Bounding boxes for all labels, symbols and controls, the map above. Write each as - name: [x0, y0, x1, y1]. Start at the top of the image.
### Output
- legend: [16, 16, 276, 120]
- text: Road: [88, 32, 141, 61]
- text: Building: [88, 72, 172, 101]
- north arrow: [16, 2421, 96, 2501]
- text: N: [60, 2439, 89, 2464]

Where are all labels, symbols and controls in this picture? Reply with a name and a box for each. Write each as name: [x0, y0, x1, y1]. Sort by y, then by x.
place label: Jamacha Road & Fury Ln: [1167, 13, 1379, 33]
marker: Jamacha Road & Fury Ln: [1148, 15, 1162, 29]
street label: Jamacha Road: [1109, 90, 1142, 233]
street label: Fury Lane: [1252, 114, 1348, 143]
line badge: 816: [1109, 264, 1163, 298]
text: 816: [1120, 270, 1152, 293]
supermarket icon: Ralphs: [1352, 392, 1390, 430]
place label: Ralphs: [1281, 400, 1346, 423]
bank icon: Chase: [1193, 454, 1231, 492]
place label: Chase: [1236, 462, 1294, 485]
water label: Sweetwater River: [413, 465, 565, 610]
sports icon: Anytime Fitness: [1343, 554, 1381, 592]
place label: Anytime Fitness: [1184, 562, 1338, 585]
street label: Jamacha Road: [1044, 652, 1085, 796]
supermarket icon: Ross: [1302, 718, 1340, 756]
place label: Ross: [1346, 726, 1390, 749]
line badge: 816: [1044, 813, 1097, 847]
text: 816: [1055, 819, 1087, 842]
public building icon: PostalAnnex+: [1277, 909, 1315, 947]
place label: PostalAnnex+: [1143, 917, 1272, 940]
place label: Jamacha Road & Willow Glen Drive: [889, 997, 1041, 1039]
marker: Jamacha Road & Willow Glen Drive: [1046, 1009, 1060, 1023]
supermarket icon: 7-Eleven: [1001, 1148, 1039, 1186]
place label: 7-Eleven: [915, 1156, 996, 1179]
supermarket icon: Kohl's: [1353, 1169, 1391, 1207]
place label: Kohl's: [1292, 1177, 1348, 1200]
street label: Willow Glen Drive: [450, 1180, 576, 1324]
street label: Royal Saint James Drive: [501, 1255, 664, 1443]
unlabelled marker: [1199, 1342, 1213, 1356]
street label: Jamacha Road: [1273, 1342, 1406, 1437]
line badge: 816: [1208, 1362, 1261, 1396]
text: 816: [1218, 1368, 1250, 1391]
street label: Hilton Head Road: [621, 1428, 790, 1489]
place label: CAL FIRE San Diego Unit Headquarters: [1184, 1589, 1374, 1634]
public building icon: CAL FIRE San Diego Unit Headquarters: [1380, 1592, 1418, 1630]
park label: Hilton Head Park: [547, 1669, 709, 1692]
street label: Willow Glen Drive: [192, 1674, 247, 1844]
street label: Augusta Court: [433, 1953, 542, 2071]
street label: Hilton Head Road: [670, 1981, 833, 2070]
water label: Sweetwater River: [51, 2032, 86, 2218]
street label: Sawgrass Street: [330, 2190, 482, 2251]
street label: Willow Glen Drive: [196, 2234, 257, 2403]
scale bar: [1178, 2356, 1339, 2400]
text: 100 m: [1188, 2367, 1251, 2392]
***
**TASK DIRECTIONS**: Across the whole listing above, report each line that includes "Diego".

**ANSWER SPACE**:
place label: CAL FIRE San Diego Unit Headquarters: [1184, 1589, 1374, 1634]
public building icon: CAL FIRE San Diego Unit Headquarters: [1380, 1592, 1418, 1630]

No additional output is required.